On another occasion, he rejected the idea that his science is in competition with religion: “If one took that attitude, then Newton”—who was a very religious man—“would not have discovered the law of gravity.”
In contrast with the image of scientists and physicists as cold and calculating, especially when they express skepticism about religion, these kinds of statements reveal Hawking’s humanity.
Ferguson recalls that in an April 2011 interview, Hawking was asked what moment in his own past he would like to revisit. “His answer was surprising,” Ferguson writes. “Not the awards, not the bestseller, not the celebrity, not the discovery of Hawking radiation. ‘I would go back to 1967, and the birth of my first child, Robert. My three children have brought me great joy.’”
Near the end of the volume, Ferguson provides a critical synopsis of Hawking and fellow physicist Leonard Mlodinow’s 2010 book The Grand Design, which represents Hawking’s latest systematic attempt to explain the universe.
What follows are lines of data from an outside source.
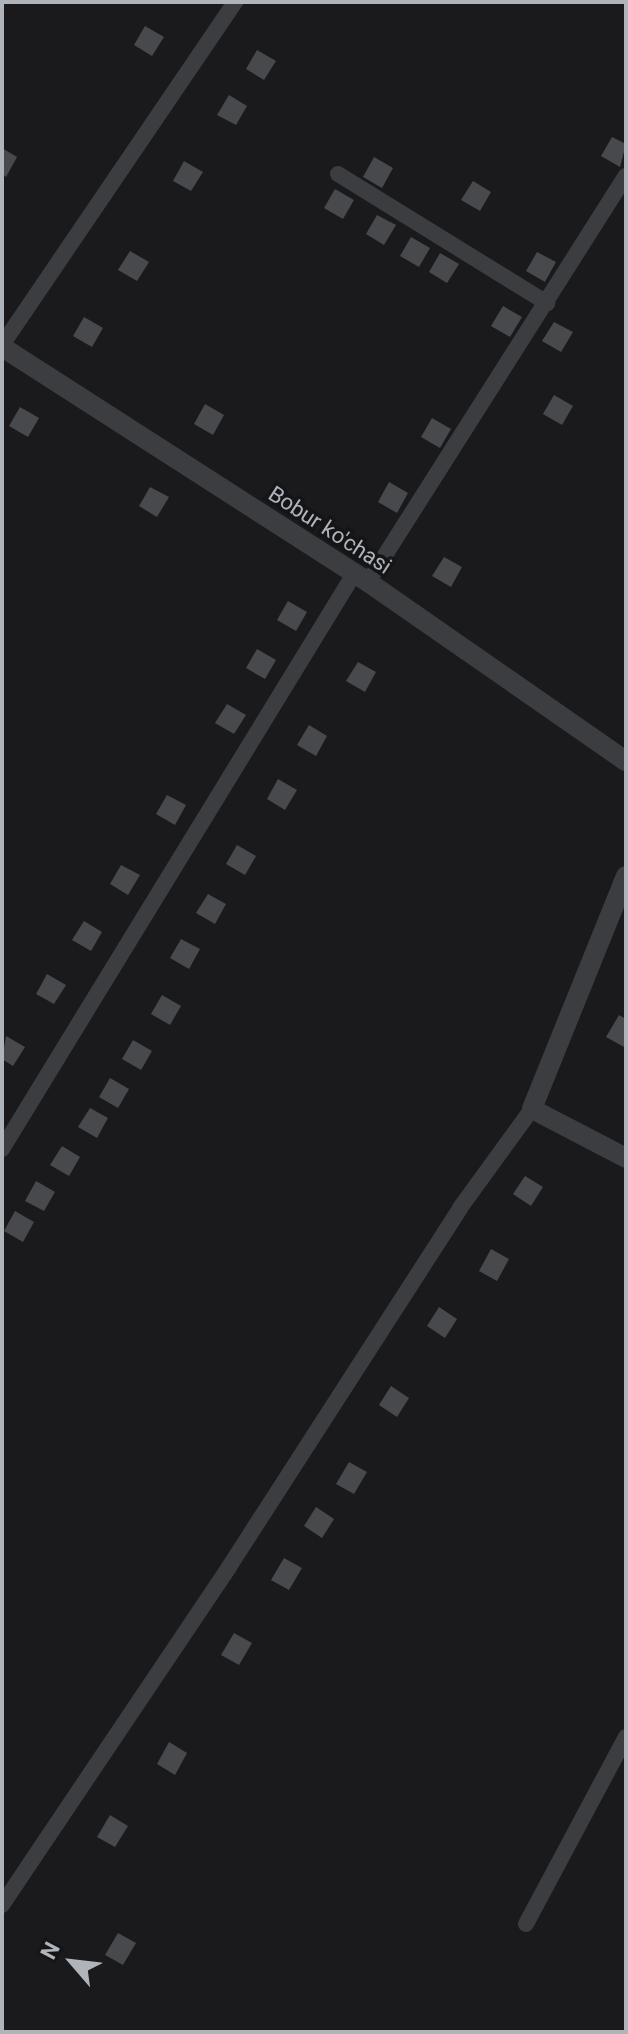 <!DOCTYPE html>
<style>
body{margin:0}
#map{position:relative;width:628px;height:2034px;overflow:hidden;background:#1a1a1c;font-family:Roboto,sans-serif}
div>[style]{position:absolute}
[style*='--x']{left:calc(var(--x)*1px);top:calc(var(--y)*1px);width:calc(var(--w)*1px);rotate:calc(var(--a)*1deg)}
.building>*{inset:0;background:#47494c}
.minor>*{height:16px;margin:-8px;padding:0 8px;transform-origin:8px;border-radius:8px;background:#3b3d41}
.tertiary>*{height:20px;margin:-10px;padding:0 10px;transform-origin:10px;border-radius:10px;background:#3b3d41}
span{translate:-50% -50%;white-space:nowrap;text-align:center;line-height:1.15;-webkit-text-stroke:7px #151517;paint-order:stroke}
.street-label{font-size:22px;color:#aeb4ba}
.frame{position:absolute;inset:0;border:4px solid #aeb4ba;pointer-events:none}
.north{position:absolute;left:32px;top:1922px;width:80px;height:80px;-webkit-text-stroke:6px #151517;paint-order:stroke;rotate:298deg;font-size:22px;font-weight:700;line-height:32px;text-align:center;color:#aeb4ba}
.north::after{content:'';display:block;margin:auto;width:28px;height:36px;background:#aeb4ba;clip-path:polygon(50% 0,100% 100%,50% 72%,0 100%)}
</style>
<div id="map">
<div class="building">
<div style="clip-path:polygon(145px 26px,164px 37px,152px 56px,134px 45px)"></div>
<div style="clip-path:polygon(257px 50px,276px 61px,264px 80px,246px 69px)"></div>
<div style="clip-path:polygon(229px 95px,247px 106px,236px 125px,217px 115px)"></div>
<div style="clip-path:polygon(612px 137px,626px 144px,620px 167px,601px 156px)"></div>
<div style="clip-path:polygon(2px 148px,17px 157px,6px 177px,2px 174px)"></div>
<div style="clip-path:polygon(374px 157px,393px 168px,382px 188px,363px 177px)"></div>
<div style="clip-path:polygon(184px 161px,203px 172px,191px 191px,173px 181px)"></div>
<div style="clip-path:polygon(473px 181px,491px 192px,480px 211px,461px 200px)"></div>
<div style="clip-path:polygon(335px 189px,354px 200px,343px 219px,324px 208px)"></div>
<div style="clip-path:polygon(377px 215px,396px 225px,384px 245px,366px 234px)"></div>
<div style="clip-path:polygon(411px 237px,430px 248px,419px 267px,400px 256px)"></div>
<div style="clip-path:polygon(130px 251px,149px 262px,137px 281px,118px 270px)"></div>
<div style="clip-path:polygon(537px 252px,556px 262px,545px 282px,526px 271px)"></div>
<div style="clip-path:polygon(440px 253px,459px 264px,447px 283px,429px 272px)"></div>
<div style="clip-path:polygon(503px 306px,522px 317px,510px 337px,491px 326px)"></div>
<div style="clip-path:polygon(84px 317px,103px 328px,92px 347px,73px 336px)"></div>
<div style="clip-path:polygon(554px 322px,573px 332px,561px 352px,542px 341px)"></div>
<div style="clip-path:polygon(554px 395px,573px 406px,562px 425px,543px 414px)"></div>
<div style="clip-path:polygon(205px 404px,224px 415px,213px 435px,194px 424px)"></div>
<div style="clip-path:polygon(20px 407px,39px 418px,28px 437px,9px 426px)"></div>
<div style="clip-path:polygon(432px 418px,451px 429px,440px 448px,421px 437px)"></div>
<div style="clip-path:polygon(389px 482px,408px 493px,397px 513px,378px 502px)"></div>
<div style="clip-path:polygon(150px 487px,169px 497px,157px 517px,139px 506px)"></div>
<div style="clip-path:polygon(444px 557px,462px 567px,451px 587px,432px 576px)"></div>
<div style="clip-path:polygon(288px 601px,307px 612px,296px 631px,277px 620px)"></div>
<div style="clip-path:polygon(257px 649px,276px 660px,265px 679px,246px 668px)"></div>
<div style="clip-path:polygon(358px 662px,376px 672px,365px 692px,346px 681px)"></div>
<div style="clip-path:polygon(227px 704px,246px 715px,234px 734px,215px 723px)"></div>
<div style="clip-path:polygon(309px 725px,327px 736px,316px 756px,297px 745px)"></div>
<div style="clip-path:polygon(278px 779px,297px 790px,285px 810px,267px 799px)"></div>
<div style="clip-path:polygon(167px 795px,186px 805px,175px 825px,156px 814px)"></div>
<div style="clip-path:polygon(237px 845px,256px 856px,245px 875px,226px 864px)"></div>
<div style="clip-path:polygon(121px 865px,140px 875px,128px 895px,110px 884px)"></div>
<div style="clip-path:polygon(208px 894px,226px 904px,215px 924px,196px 913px)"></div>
<div style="clip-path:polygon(84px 921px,102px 932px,91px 951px,72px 940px)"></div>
<div style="clip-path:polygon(181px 939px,200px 949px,189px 969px,170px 958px)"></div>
<div style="clip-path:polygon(47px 974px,66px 985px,54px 1004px,36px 994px)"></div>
<div style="clip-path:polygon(162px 995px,181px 1006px,170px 1025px,151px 1014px)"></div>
<div style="clip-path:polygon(619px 1015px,626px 1019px,624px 1047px,606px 1037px)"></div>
<div style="clip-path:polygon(6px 1036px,25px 1047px,13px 1066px,2px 1059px)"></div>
<div style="clip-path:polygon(133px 1040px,152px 1051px,141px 1070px,122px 1059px)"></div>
<div style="clip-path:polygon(110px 1078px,129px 1089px,118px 1108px,99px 1097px)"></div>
<div style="clip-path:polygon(90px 1108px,108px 1118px,97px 1138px,78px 1127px)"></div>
<div style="clip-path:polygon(62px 1146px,80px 1157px,69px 1176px,50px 1165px)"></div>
<div style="clip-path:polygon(525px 1176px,543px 1187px,531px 1206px,513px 1194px)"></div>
<div style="clip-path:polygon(36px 1181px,55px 1192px,44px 1211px,25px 1201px)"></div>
<div style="clip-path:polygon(15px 1211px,34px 1222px,23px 1242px,4px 1231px)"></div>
<div style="clip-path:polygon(491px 1249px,509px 1259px,497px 1281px,479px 1271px)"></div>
<div style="clip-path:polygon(439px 1307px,457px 1319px,445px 1338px,427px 1326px)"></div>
<div style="clip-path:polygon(391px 1386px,409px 1398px,397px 1417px,379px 1405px)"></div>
<div style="clip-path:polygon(349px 1462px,367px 1472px,354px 1494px,336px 1484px)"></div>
<div style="clip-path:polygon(316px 1507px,334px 1519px,322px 1538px,304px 1526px)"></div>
<div style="clip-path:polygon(284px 1558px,302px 1568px,289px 1590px,271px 1580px)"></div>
<div style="clip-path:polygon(234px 1633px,252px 1643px,239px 1665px,221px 1655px)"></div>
<div style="clip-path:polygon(169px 1742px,187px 1753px,175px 1775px,157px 1764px)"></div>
<div style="clip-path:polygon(110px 1815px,128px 1826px,115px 1847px,97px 1837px)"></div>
<div style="clip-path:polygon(118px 1933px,136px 1943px,123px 1965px,105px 1955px)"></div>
</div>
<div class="minor">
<div style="--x:338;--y:174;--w:246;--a:31.7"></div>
<div style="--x:2;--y:345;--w:415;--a:-55.8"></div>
<div style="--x:368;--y:582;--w:481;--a:-57.6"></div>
<div style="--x:2;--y:1149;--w:674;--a:-58.53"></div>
<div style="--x:2;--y:1905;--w:407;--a:-56.1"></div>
<div style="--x:229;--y:1567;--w:427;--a:-57.2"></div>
<div style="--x:460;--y:1208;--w:122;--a:-54"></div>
<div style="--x:526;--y:1924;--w:212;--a:-61.9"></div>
</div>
<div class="tertiary">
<div style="--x:2;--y:347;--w:435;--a:32.7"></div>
<div style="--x:368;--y:582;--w:314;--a:34.8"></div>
<div style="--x:626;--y:876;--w:251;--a:112"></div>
<div style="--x:532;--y:1109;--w:106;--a:27.5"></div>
</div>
<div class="street-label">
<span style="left:330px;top:530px;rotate:33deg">Bobur ko'chasi</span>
</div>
<div class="frame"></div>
<div class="north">N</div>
</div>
For their model, they demonstrate the lack of a need for a God. But they have still not formulated the theory of everything. “Luckily, a model that includes both belief in God and in science has not been ruled out by either,” Ferguson concludes.
This is an important book for anybody interested in questions of God and physics, of who and what we are and where we’re going as a species. It is a stimulating and enjoyable read. As so often happens in the practice of science itself, readers can expect to come away with more questions than answers.